To margaretswimming, who brought this old thread back up - I’m sure some do. I’m personally not, as I’m just barely into “overweight” on the BMI range but should be back in normal range in a few weeks. People use many ways to hide eating disorders but being a vegetarian is not direct evidence of having one.
A friend of mine took my girlfriend and me to a restaurant where pretty much everything on the menu is fried meat of one variety or another. I’m vegetarian and have been all my life, and I wasn’t offended by this - not even when they ordered goat brains, which was one of the specialities of this place. My girlfriend tried it and said it was like eating meringue - and now she can’t eat meringue any more.
Any vegetarian actually getting offended by the “rudeness” of someone eating normally in front of them is probably both a rarity as well as the type of person you wouldn’t want to share a meal with anyway. You made the choice to live an alternate lifestyle, not me. You can deal with me eating meat or fucking leave.
Vegans/vegetarians who put up a stink about others eating meat in their presence do nothing but give all other vegans/vegetarians a bad reputation. I dated a vegan for 4 years and I am not even close to being vegetarian and I certainly ate meat in front of her basically every time we ate together. It was never, ever an issue for her. The only real impact it had on me was how it limited the choices we had for restaurants we could visit that could meet her dietary needs. But there are some delicious vegetarian restaurants out there, in the right areas. For any Michigan Dopers, the Ann Arbor area has some fabulous veggie restaurants that any meat eater would be satisfied eating at.
I’m not vegetarian. But I think there’s a particular rationale for vegetarianism that’s worth considering: folks who are vegetarian for moral/ethical reasons aren’t just making a lifestyle choice, they believe they’re avoiding cruelty and violence.
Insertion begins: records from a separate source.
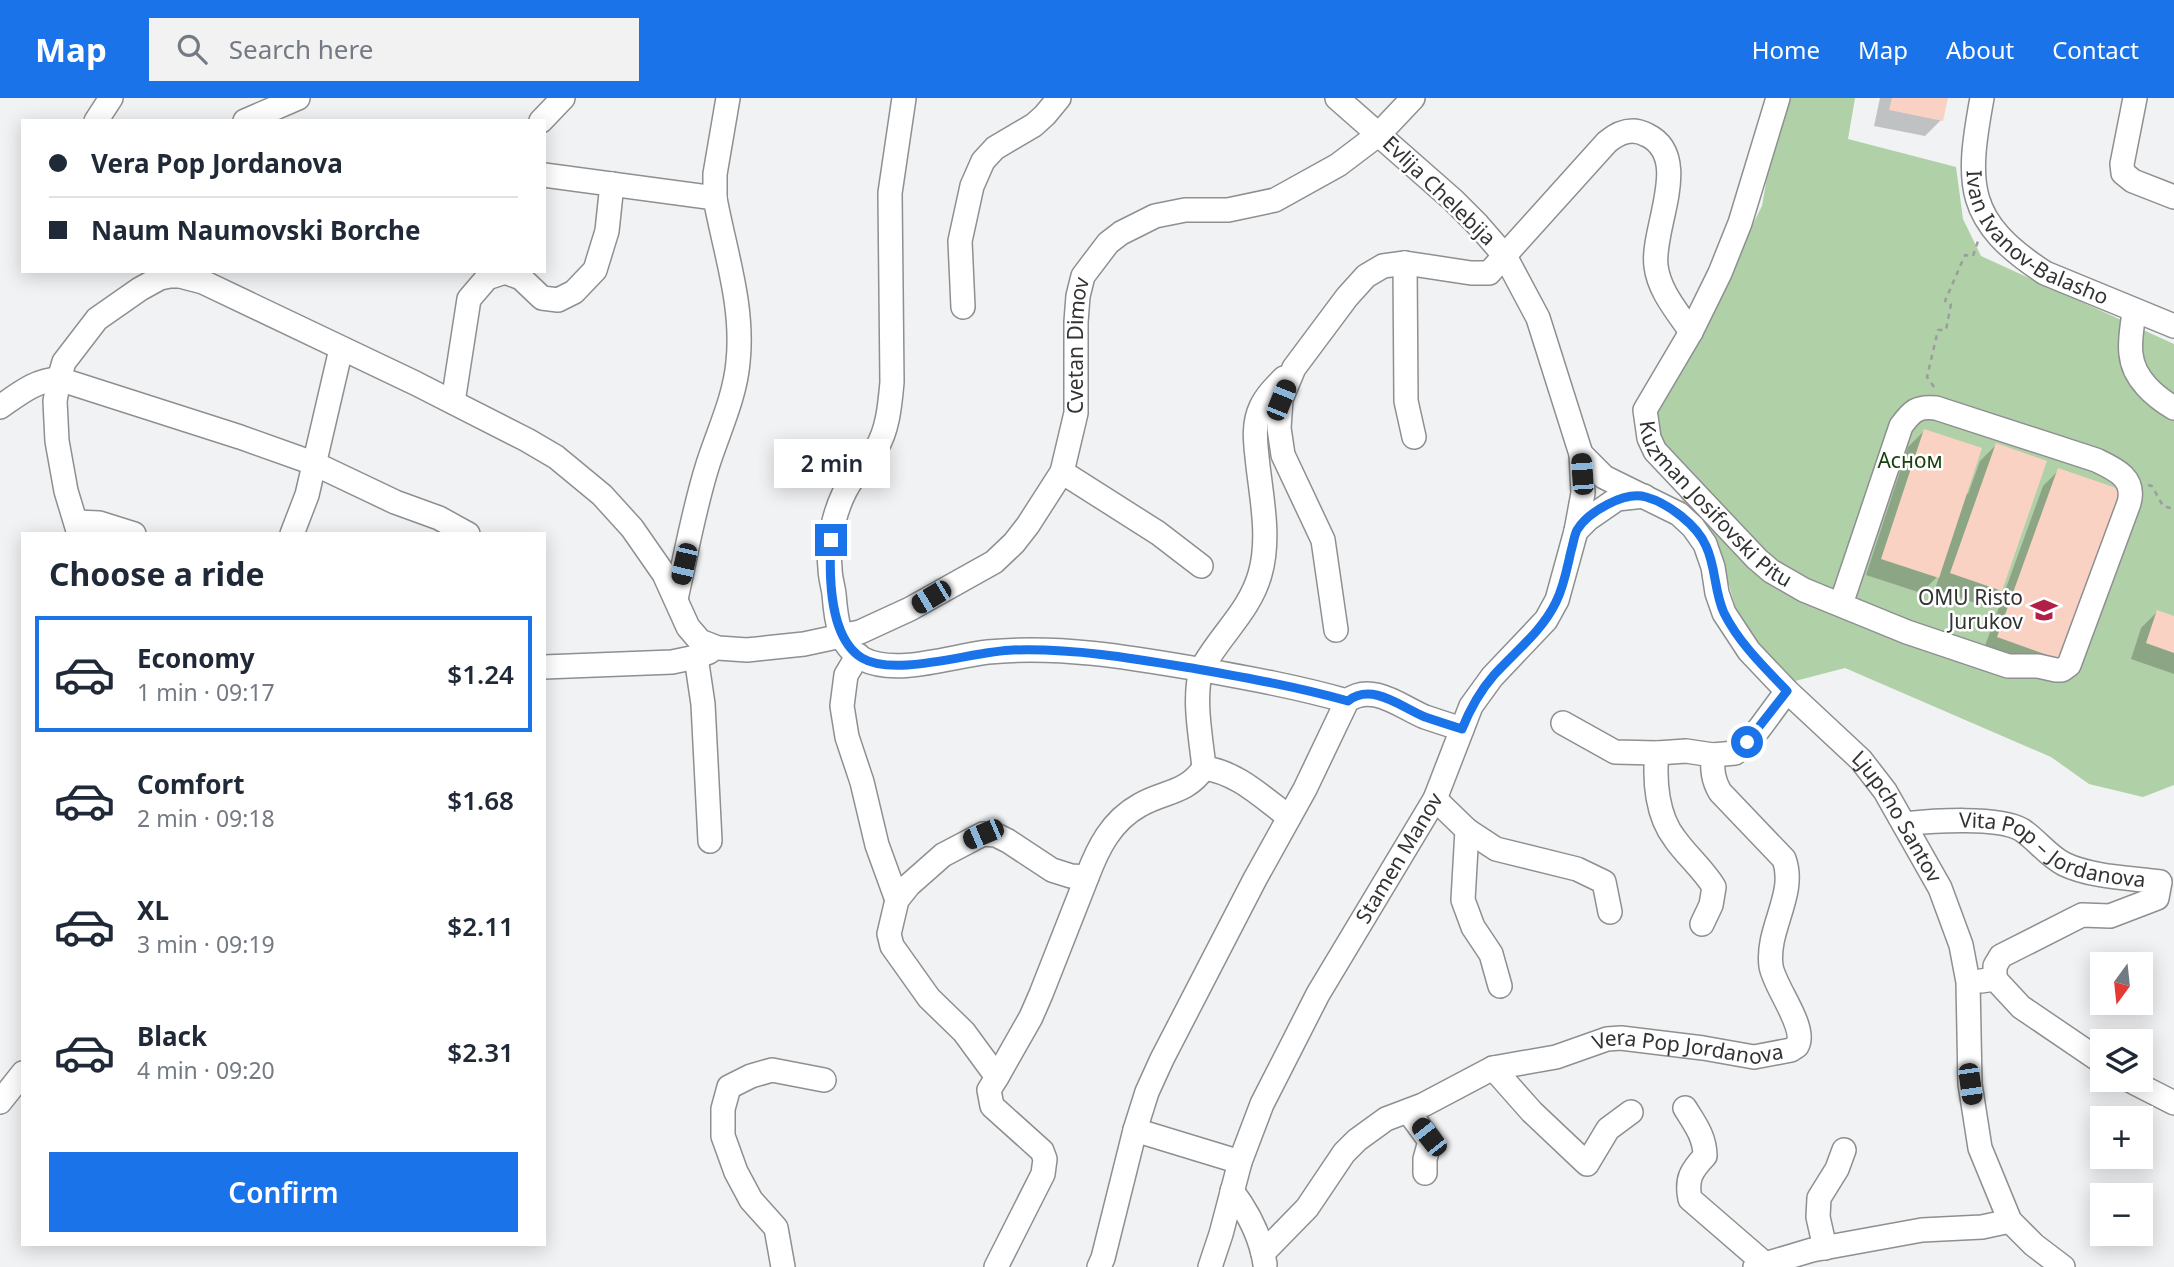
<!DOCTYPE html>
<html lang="en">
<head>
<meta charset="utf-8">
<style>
	body { margin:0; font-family:"Noto Sans",sans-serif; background:#f2f2f3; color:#1f2937; height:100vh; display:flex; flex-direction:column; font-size:26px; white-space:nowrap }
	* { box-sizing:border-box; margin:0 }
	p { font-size:23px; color:#747a83 }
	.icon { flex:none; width:38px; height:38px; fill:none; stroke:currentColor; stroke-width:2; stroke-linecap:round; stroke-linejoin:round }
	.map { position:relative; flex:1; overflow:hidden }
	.side { position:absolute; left:21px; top:434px; width:525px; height:714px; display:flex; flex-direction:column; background:#fff; border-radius:0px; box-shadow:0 4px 18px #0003 }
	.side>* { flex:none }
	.top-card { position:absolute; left:21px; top:21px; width:525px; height:154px; border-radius:0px; box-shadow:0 4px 18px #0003; display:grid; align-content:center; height:154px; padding:0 28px; background:#fff }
	.needle { width:46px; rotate:195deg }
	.buttons { position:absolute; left:2090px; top:854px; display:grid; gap:14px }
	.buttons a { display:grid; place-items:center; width:63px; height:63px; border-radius:0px; background:#fff; box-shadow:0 4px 18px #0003; font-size:35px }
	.end { position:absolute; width:32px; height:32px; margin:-16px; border:9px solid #1a73e8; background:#fff; box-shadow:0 0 0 4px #fff }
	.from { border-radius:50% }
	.bubble { position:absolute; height:49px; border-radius:0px; background:#fff; box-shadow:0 4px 18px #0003; font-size:23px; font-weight:600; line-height:49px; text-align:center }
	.car { position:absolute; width:21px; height:42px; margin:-21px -10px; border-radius:9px; box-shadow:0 0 5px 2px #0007; background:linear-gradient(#222 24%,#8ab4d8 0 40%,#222 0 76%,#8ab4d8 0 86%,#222 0) }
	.top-card b { display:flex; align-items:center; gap:24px; height:66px; font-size:26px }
	.top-card b+b { border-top:2px solid #e0e1e3 }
	.top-card i { width:18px; height:18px; background:#1f2937 }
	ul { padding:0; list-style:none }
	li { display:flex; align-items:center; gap:21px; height:116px; margin:0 14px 10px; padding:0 14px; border:4px solid transparent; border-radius:0px }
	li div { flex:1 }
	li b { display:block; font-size:26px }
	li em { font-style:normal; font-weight:600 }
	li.current { border-color:#1a73e8 }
	li>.icon { width:63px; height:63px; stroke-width:1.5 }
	h2 { padding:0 28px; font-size:32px; line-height:84px }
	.cta { display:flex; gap:14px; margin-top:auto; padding:14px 28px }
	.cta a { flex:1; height:80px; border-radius:0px; background:#1a73e8; color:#fff; font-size:28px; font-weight:600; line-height:80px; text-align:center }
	header { display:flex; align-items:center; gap:42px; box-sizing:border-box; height:98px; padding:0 35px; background:#1a73e8; color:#fff }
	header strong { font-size:33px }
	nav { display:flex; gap:38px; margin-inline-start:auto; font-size:24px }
	.search { width:490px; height:63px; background:#f2f2f3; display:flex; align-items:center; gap:18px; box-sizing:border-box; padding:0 24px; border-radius:0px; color:#747a83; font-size:26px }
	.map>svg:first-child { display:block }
	.green { fill:#b0d0a7 }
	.shadow { fill:#0003 }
	.building { fill:#fad2c4 }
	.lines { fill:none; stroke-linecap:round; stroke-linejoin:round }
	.minor-casing { stroke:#8e8f91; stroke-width:26 }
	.path { stroke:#9c9d9e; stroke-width:2.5; stroke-dasharray:5 5; stroke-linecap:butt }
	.minor { stroke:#fff; stroke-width:23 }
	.route { stroke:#1a73e8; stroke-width:9 }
	.labels { text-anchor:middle; stroke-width:5; stroke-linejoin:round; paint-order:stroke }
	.street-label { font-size:21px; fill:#323333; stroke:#fff }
	.park-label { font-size:21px; fill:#1a410d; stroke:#fff }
	.poi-label { font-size:21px; fill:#323333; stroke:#fff; text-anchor:end }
</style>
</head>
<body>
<header>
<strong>Map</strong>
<div class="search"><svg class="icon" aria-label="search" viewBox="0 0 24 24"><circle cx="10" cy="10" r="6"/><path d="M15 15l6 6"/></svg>Search here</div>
<nav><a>Home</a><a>Map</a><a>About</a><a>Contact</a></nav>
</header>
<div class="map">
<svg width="2174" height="1169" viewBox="0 0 2174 1169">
	<rect width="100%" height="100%" fill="#f1f2f4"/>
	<path class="green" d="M1785,0H1855L1848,41L1956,69L1963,121L1981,158L2174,246V687L2143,699L2089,686L2051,659L1845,570L1795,583L1741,528L1729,487L1655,353L1652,326L1762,108L1776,26Z"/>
	<path class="shadow" d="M1880,0H1946L1941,22L1925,38L1874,28Z
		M1924,333L1965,395L1968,396L1980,363L1996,347L2001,492L1984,508L1935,491L1940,476L1921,495L1866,477L1908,349Z
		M2059,372V561L1982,556L2043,388Z
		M2157,514L2174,520V576L2131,561L2141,530Z"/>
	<path class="building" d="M1892,0H1948L1943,23L1889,12Z
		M1924,331L1982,350L1939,480L1881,461Z
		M1996,345L2047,363L2002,493L1950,475Z
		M2058,370L2122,392L2061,562L1997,539Z
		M2157,512L2174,518V555L2146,545Z"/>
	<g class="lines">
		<defs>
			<g id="minor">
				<path d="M904,0L890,95L892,284C890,306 888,332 876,351C870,361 860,370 853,380C836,404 827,441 830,470C830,479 833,488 834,496C836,521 838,547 863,561C896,578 952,558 988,554C1058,547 1128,559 1198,571C1248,580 1298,589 1347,603"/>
				<path id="s1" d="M1778,0L1740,125L1720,175L1691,234L1645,312L1649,340L1655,353L1757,461L1771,473L1804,492L1907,534L2008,568H2038L2056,572H2062L2069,567L2129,405C2136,380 2115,371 2096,362L1936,310C1917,308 1912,313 1901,328L1841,506"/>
				<path id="s2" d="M1982,0C1966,87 1965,123 2045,175L2174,228"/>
				<path d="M2135,0L2122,66L2123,75L2133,83L2174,99"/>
				<path d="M96,23L111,0"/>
				<path d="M245,23L298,0"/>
				<path d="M541,23L563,0"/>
				<path d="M544,77L715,100C725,154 744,208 738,264C735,299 719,332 708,366C694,410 686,456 676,501"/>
				<path d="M715,100V76L728,0"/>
				<path d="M1405,165L1406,303L1414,339"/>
				<path d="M963,209L960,143L972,88L983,63L995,50L1034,27L1045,17L1059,0"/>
				<path d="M2134,212C2133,226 2129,242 2131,256C2133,280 2155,299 2174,310"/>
				<path d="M1284,280C1275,289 1266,298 1261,309C1252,328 1256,348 1258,368C1262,402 1270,442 1260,476C1250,513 1219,538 1201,572C1193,603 1201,639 1204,670C1237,674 1263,700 1289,719"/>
				<path d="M453,304L469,201L487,180L505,174L521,180L542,200L558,202L574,194L595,172L607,133L612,86"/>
				<path d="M0,309C19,296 35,282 59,281L240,339L313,365L395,404L439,420L468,436"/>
				<path id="s3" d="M1581,356L1604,379L1679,416L1693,429L1705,446L1713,469L1717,495L1724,515L1749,553L1787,593L1861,662L1885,693L1940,790L1961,847L1968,884L1970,986L1980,1050L2010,1123L2034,1147L2063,1169"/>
				<path d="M1062,374L1158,435L1201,468"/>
				<path d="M76,424L99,425L134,436"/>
				<path d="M1576,433L1588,421L1617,401L1644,398"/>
				<path id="s4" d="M79,436L66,393L57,343L55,303L59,281L64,264L97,221L140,191L160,180L170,178H180L203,184L415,285L527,342L556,359L602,397L632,430L664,476L688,529L700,543L718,550L747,552L804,546L860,534L910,511L994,464L1014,445L1028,427L1062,374L1076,315V224L1078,198L1083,178L1108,145L1121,135L1155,118L1185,112H1228L1275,102L1338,67L1379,36L1413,0"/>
				<path d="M292,436L307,397L341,251"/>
				<path d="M1336,532L1323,442L1283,357L1279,330L1281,301L1294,270L1347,199L1366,178L1383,168L1405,165L1471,175H1489L1607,44C1619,34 1632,29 1647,37C1693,59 1651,131 1656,168C1659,193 1677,213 1691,234"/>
				<path d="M858,557L846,577L842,608L847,639L862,684L877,747L897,802"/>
				<path d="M696,559L703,606L710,743"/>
				<path d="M544,569L672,564L696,559L709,554"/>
				<path d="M1563,625L1615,654L1657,655"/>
				<path d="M1435,701L1467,732L1496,751L1577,771L1604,784L1610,814"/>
				<path id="s5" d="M1904,726C1932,723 1999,718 2022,732C2037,742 2048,758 2064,766C2091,779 2130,780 2160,784L2157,800L2110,818L2082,817L2001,858L1995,868V881"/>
				<path d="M1467,732L1463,802L1473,829L1491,856L1500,888"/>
				<path d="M1702,826L1711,807L1714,789C1703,771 1687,758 1675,741C1657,718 1654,683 1657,655L1686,653L1713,657"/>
				<path d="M1981,883L1995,881L2021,909L2102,964"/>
				<path d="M1493,970L1532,1014L1587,1066L1608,1031L1631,1014"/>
				<path d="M997,979L1031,919L1041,896L1087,779"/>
				<path d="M2129,982L2174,1005"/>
				<path d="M0,1004L23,975"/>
				<path d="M1685,1010C1695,1026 1705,1039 1705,1058C1691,1073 1686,1081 1690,1101L1764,1165"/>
				<path d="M1408,1013L1430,1043L1425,1061V1075"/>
				<path d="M1135,1032L1240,1064"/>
				<path d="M1232,1093C1248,1114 1261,1140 1265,1166"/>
				<path d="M1825,1150L1818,1119L1819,1100L1837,1071L1844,1052"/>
				<path id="s6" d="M1263,1155L1307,1110L1344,1055L1357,1042L1386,1021L1423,1007L1493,970L1556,959L1607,941L1621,940L1703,950L1754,959L1791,952L1797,948C1808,930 1774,889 1771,868C1766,831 1797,796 1784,761L1720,694C1713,682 1712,672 1713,657L1735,655L1759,631L1787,593"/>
				<path d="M783,1169L776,1130L751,1102L736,1074L723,1038V1011L729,989L751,978L772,972L824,982"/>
				<path d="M996,1169L1043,1076L1045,1061L1042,1053L992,1008L989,992L997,979L964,934L929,900L892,848L889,836L897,802L909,787L943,757L983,736L996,737L1008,743L1052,772L1071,778L1087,779C1098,750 1111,723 1140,707C1164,693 1186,696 1204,670"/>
				<path d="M1099,1169L1103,1160L1135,1032L1147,994L1162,961L1255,781L1305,691L1347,603C1372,584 1401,609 1425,619C1437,623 1449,627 1462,631"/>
				<path id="s7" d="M1210,1169L1221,1136L1240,1064L1262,1006L1318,896L1435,701L1471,608L1492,579L1546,522L1557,502L1576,433L1583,395L1581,356L1538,220L1505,158L1478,127L1453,102L1337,0"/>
				<path d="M1755,1169L1812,1152L1922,1132L1982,1129L2010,1123"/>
			</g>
		</defs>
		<use href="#minor" class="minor-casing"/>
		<path class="path" d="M1934,289L1927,279L1938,232H1946L1951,206L1945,203L1965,157L1973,158L1978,143
			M2148,387L2152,388L2163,408L2174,411"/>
		<use href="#minor" class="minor"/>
	</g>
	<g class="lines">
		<path class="route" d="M831,442C829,476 829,540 862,560C895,580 973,553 1013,552C1075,550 1137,561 1197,571C1248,580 1298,589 1348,603C1372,584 1401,609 1425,619C1437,623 1449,627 1462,631C1470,611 1480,593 1494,577C1516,553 1542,533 1556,504C1564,488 1567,470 1571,453C1573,447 1574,438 1577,432C1588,414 1624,393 1646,399C1668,405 1697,427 1706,448C1716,469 1714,493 1724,515C1739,545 1764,569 1787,593L1747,644"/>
	</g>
	<defs>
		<symbol id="school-bare" viewBox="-9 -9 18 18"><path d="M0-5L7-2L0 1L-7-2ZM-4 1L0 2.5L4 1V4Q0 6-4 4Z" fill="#b22048" stroke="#fff" stroke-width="2.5" paint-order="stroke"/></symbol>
	</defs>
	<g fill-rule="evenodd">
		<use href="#school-bare" x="2025" y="493" width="38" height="38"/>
	</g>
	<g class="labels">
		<g class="street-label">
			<text transform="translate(1439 93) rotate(44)" y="7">Evlija Chelebija</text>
			<text dy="7" stroke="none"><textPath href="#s2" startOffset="172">Ivan Ivanov-Balasho</textPath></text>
			<text dy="7" stroke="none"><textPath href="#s4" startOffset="1536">Cvetan Dimov</textPath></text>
			<text dy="7" stroke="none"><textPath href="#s1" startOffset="462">Kuzman Josifovski Pitu</textPath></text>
			<text dy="7" stroke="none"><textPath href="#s3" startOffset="497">Ljupcho Santov</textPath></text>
			<text dy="7" stroke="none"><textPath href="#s5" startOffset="156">Vita Pop – Jordanova</textPath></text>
			<text dy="7" stroke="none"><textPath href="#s7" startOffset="453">Stamen Manov</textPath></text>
			<text dy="7" stroke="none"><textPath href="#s6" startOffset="502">Vera Pop Jordanova</textPath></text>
		</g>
		<g class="park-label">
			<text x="1910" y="370">Асном</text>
		</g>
		<g class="poi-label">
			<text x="2023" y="507">OMU Risto<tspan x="2023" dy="24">Jurukov</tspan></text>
		</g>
	</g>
</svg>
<div class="buttons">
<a><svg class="needle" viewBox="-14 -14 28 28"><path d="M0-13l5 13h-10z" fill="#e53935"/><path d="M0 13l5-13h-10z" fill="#747a83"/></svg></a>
<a><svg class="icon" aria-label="layers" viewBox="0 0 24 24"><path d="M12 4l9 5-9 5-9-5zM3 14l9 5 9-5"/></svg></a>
<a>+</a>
<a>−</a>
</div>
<i class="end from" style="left:1747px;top:644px"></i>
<i class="end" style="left:831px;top:442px"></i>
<div class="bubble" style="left:774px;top:341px;width:116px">2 min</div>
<i class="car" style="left:1281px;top:302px;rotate:22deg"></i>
<i class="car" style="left:1582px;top:376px;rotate:356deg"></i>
<i class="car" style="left:684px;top:466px;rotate:193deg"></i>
<i class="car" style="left:931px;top:499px;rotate:239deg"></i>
<i class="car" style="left:983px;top:736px;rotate:247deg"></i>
<i class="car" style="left:1970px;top:986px;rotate:172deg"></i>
<i class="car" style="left:1429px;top:1039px;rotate:322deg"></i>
<div class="top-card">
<b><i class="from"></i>Vera Pop Jordanova</b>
<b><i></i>Naum Naumovski Borche</b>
</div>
<section class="side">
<h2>Choose a ride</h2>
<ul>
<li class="current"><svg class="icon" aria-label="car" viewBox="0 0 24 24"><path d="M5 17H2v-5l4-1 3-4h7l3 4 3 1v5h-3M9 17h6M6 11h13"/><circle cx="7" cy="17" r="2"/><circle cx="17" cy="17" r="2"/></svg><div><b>Economy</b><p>1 min · 09:17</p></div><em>$1.24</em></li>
<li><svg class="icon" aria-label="car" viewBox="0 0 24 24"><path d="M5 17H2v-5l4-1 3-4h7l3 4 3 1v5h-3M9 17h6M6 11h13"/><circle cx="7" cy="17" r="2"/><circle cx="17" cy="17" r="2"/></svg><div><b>Comfort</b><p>2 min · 09:18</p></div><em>$1.68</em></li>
<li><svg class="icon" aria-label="car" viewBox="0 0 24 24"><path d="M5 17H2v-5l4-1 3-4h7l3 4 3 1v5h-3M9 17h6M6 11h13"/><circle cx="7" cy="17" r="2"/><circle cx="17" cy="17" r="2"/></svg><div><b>XL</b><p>3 min · 09:19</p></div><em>$2.11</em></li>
<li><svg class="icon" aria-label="car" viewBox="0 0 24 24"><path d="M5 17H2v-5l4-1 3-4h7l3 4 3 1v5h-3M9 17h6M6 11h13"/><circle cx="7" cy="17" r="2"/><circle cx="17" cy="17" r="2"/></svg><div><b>Black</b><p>4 min · 09:20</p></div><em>$2.31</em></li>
</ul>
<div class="cta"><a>Confirm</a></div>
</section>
</div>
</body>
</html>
If you want to get in their heads, you don’t want to imagine whether an orthodox Jew would object to your eating ham, you want to imagine whether you’d object to your dinner companion slapping his child in the face while you ate.
Chances are, if that happened, you wouldn’t just chalk it up to different parenting styles and consider it rude to say anything. You’d consider the dinner companion’s choice to be unethical and deeply problematic, and you’d appreciate it if your dinner companion would stop.
And if that happened in a country in which slapping children were a socially acceptable form of child discipline, then you’d appreciate the conflicting emotions that an ethical/moral vegetarian feels when watching you eat meat.
Go to a nice Italian place – plenty of meatless options for anyone who cares not to eat meat and the meat in most dishes is secondary. My wife is not a vegetarian, but eats no red meat and very little of the other meats. We go out and she always finds something she wants and could care less if I have a steak.
Our daughter-in-law is a vegetarian, so whe we go out with them, we let her choose the restaurant.
The only way I could see it as rude is if the smell of cooked meat makes her physically ill. I know there’s certain foods that the smell of makes me want to be sick.